(Source records):

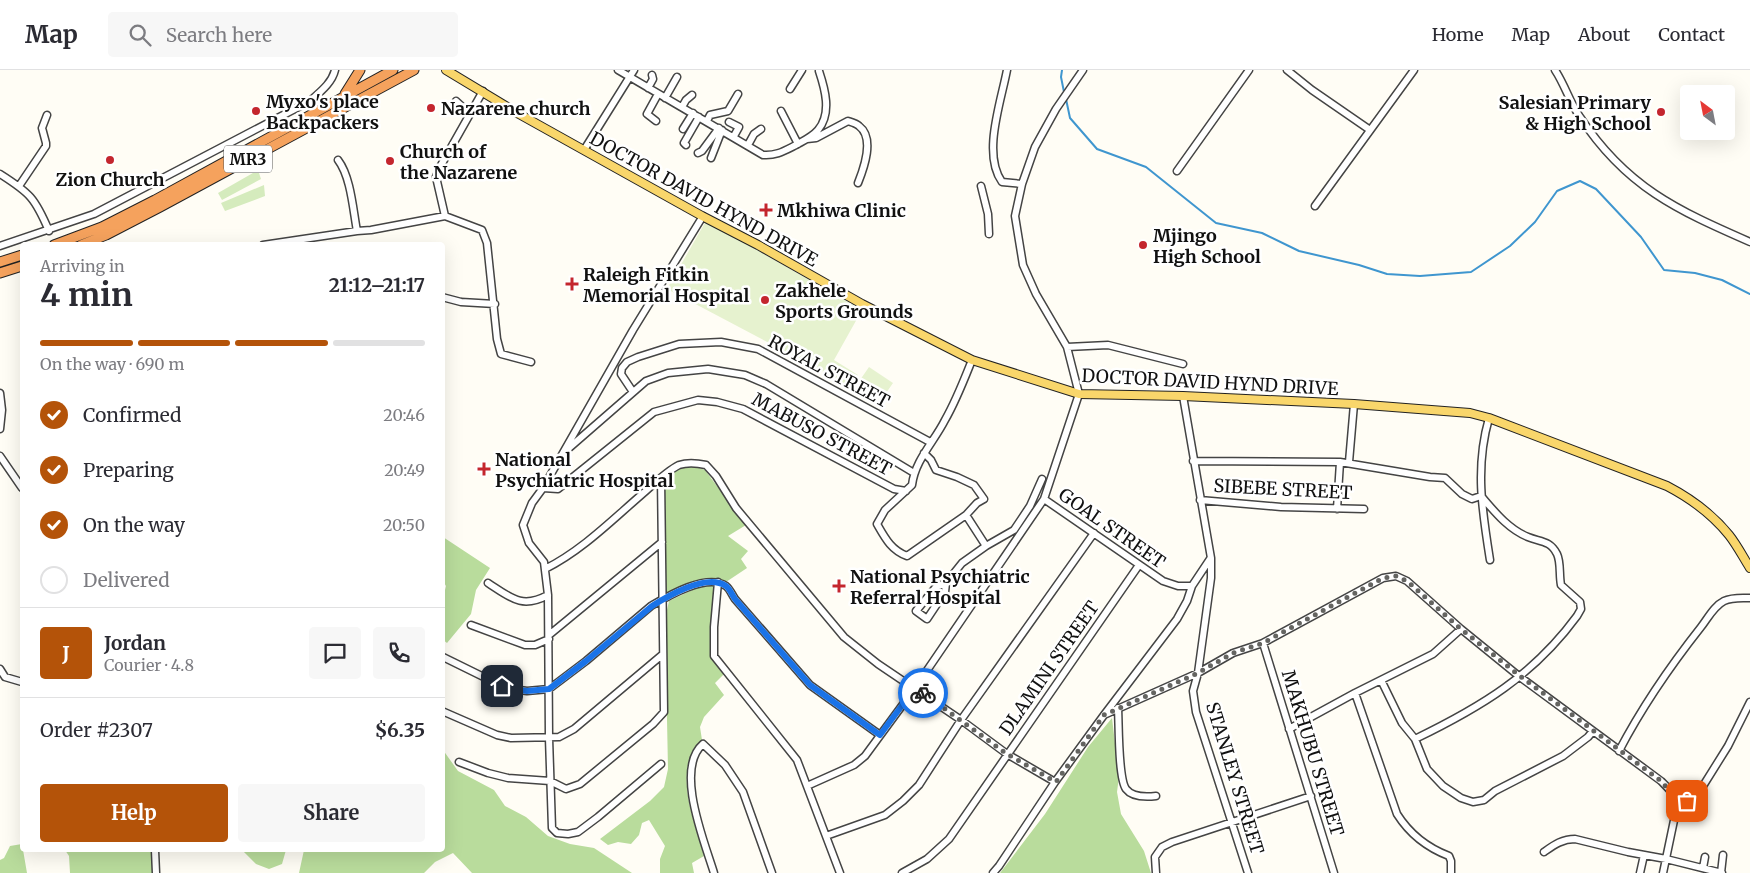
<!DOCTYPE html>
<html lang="en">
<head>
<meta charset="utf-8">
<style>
	body { margin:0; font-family:Merriweather,serif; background:#f7f7f7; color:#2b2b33; height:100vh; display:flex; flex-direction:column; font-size:19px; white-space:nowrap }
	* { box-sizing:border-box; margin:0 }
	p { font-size:16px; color:#7c7c81 }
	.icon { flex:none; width:28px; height:28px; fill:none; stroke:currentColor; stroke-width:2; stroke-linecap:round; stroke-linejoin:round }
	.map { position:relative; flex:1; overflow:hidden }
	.side { position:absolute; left:20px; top:172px; width:425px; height:610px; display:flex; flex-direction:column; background:#fff; border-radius:5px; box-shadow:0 5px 20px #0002 }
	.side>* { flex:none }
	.needle { width:32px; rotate:328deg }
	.tools { position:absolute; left:1680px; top:15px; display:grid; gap:10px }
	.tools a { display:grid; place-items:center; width:55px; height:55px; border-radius:5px; background:#fff; box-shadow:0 5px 20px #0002; font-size:25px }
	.pin { position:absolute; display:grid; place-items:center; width:42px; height:42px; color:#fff; margin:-21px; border-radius:10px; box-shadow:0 2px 8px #0006 }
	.courier { position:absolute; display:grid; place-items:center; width:50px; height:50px; margin:-25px; border:4px solid #1a73e8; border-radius:50%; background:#fff; color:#222; box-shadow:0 1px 6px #0007 }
	.overview em { font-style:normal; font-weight:700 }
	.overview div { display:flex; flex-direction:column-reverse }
	.overview { display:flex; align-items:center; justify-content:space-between; height:85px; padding:0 20px }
	h1 { font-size:32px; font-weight:700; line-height:38px }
	.bar { display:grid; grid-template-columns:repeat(4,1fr); gap:8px 5px; align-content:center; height:60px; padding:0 20px }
	.bar i { height:6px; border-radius:4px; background:#e1e1e2 }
	.bar .active { background:#b45309 }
	.bar p { grid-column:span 4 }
	.line { display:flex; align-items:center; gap:12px; padding:0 20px; border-top:1px solid #e1e1e2 }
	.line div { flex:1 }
	.round { display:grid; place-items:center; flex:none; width:52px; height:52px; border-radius:5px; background:#f7f7f7 }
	ol { padding:0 20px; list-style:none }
	li { display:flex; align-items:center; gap:15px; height:55px }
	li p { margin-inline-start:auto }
	li .icon { padding:5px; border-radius:50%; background:#b45309; color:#fff; stroke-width:4 }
	li:last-child { color:#7c7c81 }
	li i { width:28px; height:28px; border:2px solid #e1e1e2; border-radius:50% }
	.action { display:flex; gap:10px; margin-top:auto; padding:10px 20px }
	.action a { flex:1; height:58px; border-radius:5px; background:#b45309; color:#fff; font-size:20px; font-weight:700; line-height:58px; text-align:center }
	.action a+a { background:#f7f7f7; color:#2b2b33 }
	header { display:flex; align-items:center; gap:30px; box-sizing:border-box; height:70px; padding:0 25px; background:#fff; border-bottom:1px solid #e1e1e2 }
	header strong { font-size:24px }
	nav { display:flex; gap:28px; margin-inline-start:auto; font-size:18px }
	.search { width:350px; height:45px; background:#f7f7f7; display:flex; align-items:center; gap:12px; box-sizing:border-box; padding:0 18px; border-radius:5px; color:#7c7c81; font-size:19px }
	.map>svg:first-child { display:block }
	.green { fill:#d5ebbd }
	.forest { fill:#b9dc9c }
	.pitch { fill:#e6f2cf }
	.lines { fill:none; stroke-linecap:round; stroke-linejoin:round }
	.stream { stroke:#3f96cf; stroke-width:2 }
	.minor-casing { stroke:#444; stroke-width:9 }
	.major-casing { stroke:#222; stroke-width:10 }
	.highway-casing { stroke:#222; stroke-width:11 }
	.minor { stroke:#fff; stroke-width:6 }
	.major { stroke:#f9d66b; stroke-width:8 }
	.highway { stroke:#f5a25d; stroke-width:9 }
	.done { stroke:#646461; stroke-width:5; stroke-dasharray:0 9 }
	.route { stroke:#1a73e8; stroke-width:6 }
	.poi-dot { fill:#c4262e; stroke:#fff; stroke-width:2 }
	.labels { text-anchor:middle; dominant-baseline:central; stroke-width:5; stroke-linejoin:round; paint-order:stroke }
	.shield { fill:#fff; stroke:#585858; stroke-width:1 }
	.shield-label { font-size:16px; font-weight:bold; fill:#111 }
	.poi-label { font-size:18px; font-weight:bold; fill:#111; stroke:#fff; text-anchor:start }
	.street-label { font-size:18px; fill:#111; stroke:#fff }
</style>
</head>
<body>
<header>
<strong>Map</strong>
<div class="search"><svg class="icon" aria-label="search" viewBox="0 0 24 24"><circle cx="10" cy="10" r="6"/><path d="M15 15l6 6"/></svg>Search here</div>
<nav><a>Home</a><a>Map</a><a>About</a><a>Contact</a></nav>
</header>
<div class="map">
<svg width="1750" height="803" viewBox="0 0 1750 803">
	<rect width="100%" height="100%" fill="#fffdf5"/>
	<path class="green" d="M258,100L261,109L222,130L218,123Z
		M264,115L265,126L225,141L221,133Z"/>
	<path class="forest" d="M693,396L705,400L746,455L728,466L748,481L741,489L747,498L726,512L709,508L691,514L665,526L661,417C669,402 676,399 693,396Z
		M443,467L490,498L476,520L471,544L447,573L442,569L443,528L446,516L443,511Z
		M716,514L710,576L712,587L725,603L715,613L724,625L704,647L700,657L702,670C699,673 694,677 692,682C678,715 695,753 704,786L692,793L694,803H660V789L665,776L649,750L642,753L639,765L631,774L618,772L608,775L600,769L650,731L664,717L668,699L665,549L669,531L701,516Z
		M1112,648L1119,707L1117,722L1121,744L1144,781L1151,803H1000L1045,744L1088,677Z
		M443,680L458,701L494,720L505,736L526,747L548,766L570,774L594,778L632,803H472L453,783L435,792L424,803H299L304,780H442Z
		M22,774L27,803H0V790L4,788L10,776Z
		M65,780H152V803H70L69,786Z
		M242,780H286L282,794L269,799L256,794Z"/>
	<path class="pitch" d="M706,151L862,240L834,290L858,305L850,317L826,303L667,219Z
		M869,297L893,313L884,326L860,310Z"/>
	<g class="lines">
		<path class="stream" d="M1062,0L1061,7L1064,22
			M1066,29L1070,48L1097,79L1146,97L1216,153L1262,163L1299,181L1359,195L1387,204L1420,206L1471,202L1510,176L1535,152L1557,121L1580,111L1596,119L1641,167L1664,200L1695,203L1722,210L1750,224"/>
		<g class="minor-casing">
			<path id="minor" d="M618,0L763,85C776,86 784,81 796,75C803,71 812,67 818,60C832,43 825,19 819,1
				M1007,0C1001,32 982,84 1002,112L1022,114
				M1287,0L1312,20L1370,60
				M1555,0C1565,15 1570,33 1580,47C1626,117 1677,140 1750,172
				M648,18L653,9L652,5
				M790,19L802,0
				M665,28L677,7
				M456,31L470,44
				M682,37L686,30L692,25
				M781,41L798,74
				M656,51L647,44L658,24
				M707,51L710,45L728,41L738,24
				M729,52L739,57L734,66
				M683,59L693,43
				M807,69L816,68L848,51C851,52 856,53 859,56C875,68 864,98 858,113
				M686,75L684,73L699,47
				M748,75L754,64L761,59
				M584,80L634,0
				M698,83L702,81L719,58
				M711,88L722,60
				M338,90C351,107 353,140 357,161
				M1177,101L1249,0
				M0,104C30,123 35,128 49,161
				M19,116L46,76V73L42,58L47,45
				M981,116L988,144L989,164
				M1315,136L1414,0
				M445,146L436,107L440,97L483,21
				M263,175L357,161L371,160L445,146L482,160L487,173L497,269L501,284L531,292
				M0,176L94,144L310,31C320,22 332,13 335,0
				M442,227L461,232L495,234
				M1067,277L1108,275L1183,294
				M633,322L621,304L622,298L627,292L638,287L679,274L721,272L758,279L930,372
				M0,323L2,340L0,359
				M1183,326L1211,488V508L1198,603L1193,621L1196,642L1248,803
				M1489,348C1475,397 1482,440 1490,490
				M569,378L646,311L668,303L708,299L745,305L766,314L914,403
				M924,383L931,390L936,400L957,407L974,415L984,429L977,433L966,445L907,486C891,480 885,468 877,454L885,440L912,415C915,390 934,372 945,350C956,331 964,310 972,290
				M0,386L22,418
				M1193,391L1340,392L1430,407L1445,408L1462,424L1472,429L1481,426C1494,441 1508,459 1528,467C1540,472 1550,470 1557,484C1561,492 1559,505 1561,515L1580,532L1581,539L1577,546C1533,606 1481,637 1415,669
				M1349,392L1354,334
				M543,418L558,419L654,342L698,330L717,332L743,339L894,419L906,421
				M1044,429L1163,511L1178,516H1192
				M1200,430L1281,437L1364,439
				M1337,439L1340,392
				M966,445L986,476
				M545,499C581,481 610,452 640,426C652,416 665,402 679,395C688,392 697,393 706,395L716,406L736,438L844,567L878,594L961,650L1007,684L1055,712
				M718,512L714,557V586L797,690L840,803
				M488,513C511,528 522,539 548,525
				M946,513L945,522L927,549L916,541L936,517L946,513L962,493L986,476L1014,460L1030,436L1042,409
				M471,555L525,575H535L549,569
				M549,565L662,472
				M1263,573L1334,803
				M443,587L502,616L512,619L527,621L549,619L586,591L651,536C668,526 707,503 726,516C730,519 732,525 735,529L810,615L880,665
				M0,599L5,607L22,612
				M1381,610L1402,653L1415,669L1427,699L1443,716L1461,728L1473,732L1484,730L1495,721L1563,686L1588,667L1593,661
				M1355,623L1397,744C1409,763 1428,778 1449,786L1451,791V803
				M1118,638C1119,654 1118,708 1126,719C1132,727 1147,727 1156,726
				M442,641L497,665L511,668L559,667L574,659L662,585
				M1104,645L1198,603L1233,583L1263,573L1383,508L1396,506L1407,511L1461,559L1520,607L1661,711C1669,719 1676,725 1677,736L1663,803
				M1289,659L1355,623L1433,584L1461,559
				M1619,681C1642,637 1671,595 1701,557C1708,548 1714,536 1724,531C1732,527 1741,528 1750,528
				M459,692L488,703L508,708L550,711L566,719L580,714L653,654L664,642L661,408
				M661,694L598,747L578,762L568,764L557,763L552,758L549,668L548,525L544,492L529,473L523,455L532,433L543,418L633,260L703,146
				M807,716L854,695L865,686L915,618L1044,429L1079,324L1067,277L1036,224L1023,195L1015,146L1022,114L1035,77L1056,39L1083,0
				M1677,733L1687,731L1698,724L1728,676L1750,632
				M826,766L885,745L903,731L919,715L961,650L1094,463
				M155,780L156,803
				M1544,782C1554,775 1562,769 1575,769L1628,782L1666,789L1722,803
				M1703,798L1705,787
				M714,803C705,773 674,699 703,674L725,695L743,722L772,803
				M902,803L927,789L949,769L1139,495
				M993,803L999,796L1055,712L1104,645L1177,549L1187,531L1192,516L1210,489
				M1156,803L1155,787L1162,777L1172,772L1311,726
				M1640,803L1644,785
				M1721,803L1723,785"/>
		</g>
		<g class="major-casing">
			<path id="major" d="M446,0L519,44L702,146L758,175L862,234L972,290L1079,324L1183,326L1354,334L1470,343L1489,348L1667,416C1690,428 1712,444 1729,465C1737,475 1743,487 1750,498"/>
		</g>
		<g class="highway-casing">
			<path id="highway" d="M345,24L360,0
				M54,175L102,157L155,130L393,0
				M81,175L106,165L160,137L414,0
				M0,192L22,185
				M0,203L22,196"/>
		</g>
		<use href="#minor" class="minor"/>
		<use href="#major" class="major"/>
		<use href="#highway" class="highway"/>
	</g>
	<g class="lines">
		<path class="done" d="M923,623L1007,684L1056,712L1104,645L1198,603L1233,583L1263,573L1383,508L1396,506L1407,511L1461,559L1520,606L1661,711L1676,728L1677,733L1687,731"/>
		<path class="route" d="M502,616L512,619L527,621L549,619L586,591L652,536C668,526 707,503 726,516C730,519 732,525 735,529L810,615L880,665L915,618L923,623"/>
	</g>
	<g class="poi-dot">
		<circle cx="431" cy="38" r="5"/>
		<circle cx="256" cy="41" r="5"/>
		<circle cx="1661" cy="42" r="5"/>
		<circle cx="110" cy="90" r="5"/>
		<circle cx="390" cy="91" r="5"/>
		<path d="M763.5 132.5h5v5h5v5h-5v5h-5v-5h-5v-5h5z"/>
		<circle cx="1143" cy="175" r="5"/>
		<path d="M569.5 206.5h5v5h5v5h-5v5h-5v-5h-5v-5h5z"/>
		<circle cx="765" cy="230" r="5"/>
		<path d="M481.5 391.5h5v5h5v5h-5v5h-5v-5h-5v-5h5z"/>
		<path d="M836.5 508.5h5v5h5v5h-5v5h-5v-5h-5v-5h5z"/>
	</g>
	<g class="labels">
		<rect class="shield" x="224" y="75.5" width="48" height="27" rx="4"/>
		<g class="shield-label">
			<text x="248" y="89">MR3</text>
		</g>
		<g class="poi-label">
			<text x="266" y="31">Myxo's place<tspan x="266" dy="21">Backpackers</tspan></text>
			<text x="1651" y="32" text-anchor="end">Salesian Primary<tspan x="1651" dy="21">&amp; High School</tspan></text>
			<text x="441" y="38">Nazarene church</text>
			<text x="400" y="81">Church of<tspan x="400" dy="21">the Nazarene</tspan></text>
			<text x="110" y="109" text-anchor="middle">Zion Church</text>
			<text x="777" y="140">Mkhiwa Clinic</text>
			<text x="1153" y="165">Mjingo<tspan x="1153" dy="21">High School</tspan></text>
			<text x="583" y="204">Raleigh Fitkin<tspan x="583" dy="21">Memorial Hospital</tspan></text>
			<text x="775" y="220">Zakhele<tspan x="775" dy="21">Sports Grounds</tspan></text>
			<text x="495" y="389">National<tspan x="495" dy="21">Psychiatric Hospital</tspan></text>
			<text x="850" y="506">National Psychiatric<tspan x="850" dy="21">Referral Hospital</tspan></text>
		</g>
		<g class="street-label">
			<text transform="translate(704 129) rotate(29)">DOCTOR DAVID HYND DRIVE</text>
			<text transform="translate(829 301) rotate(28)">ROYAL STREET</text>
			<text transform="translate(1210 312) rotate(3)">DOCTOR DAVID HYND DRIVE</text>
			<text transform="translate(822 364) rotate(28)">MABUSO STREET</text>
			<text transform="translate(1283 419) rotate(3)">SIBEBE STREET</text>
			<text transform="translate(1112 458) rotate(35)">GOAL STREET</text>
			<text transform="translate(1049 598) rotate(-55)">DLAMINI STREET</text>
			<text transform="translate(1313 683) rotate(73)">MAKHUBU STREET</text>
			<text transform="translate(1235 708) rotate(73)">STANLEY STREET</text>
		</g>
	</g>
</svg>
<div class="tools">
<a><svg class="needle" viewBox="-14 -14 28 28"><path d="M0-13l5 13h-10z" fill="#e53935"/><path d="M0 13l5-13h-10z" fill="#7c7c81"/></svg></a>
</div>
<div class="pin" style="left:1687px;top:731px;background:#ea580c"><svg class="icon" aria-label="bag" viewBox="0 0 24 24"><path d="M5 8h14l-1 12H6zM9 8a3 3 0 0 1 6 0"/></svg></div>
<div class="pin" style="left:502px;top:616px;background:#1f2937"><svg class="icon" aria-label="home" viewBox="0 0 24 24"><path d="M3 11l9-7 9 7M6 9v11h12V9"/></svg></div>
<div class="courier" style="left:923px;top:623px"><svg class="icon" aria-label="bike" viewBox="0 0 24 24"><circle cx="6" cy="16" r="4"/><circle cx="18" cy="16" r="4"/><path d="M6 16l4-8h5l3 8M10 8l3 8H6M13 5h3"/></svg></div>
<section class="side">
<div class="overview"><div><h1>4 min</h1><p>Arriving in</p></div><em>21:12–21:17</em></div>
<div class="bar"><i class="active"></i><i class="active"></i><i class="active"></i><i></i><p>On the way · 690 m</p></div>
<ol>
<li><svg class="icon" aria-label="check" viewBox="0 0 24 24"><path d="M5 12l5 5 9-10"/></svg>Confirmed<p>20:46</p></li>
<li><svg class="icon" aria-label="check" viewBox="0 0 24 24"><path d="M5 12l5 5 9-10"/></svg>Preparing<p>20:49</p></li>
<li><svg class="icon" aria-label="check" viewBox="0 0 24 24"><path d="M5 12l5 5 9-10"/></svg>On the way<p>20:50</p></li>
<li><i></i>Delivered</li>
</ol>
<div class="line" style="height:90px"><b class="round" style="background:#b45309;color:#fff">J</b><div><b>Jordan</b><p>Courier · 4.8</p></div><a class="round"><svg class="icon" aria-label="chat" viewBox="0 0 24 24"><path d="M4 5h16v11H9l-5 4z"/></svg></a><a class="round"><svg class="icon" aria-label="phone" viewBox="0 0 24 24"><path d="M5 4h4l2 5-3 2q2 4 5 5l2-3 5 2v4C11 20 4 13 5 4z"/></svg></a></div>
<div class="line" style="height:65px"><div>Order #2307</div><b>$6.35</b></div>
<div class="action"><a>Help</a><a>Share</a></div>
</section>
</div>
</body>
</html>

(Task instructions): Count every line above that holds the string "linecap" and give the total, nothing more.

(Solution to the exercise): 2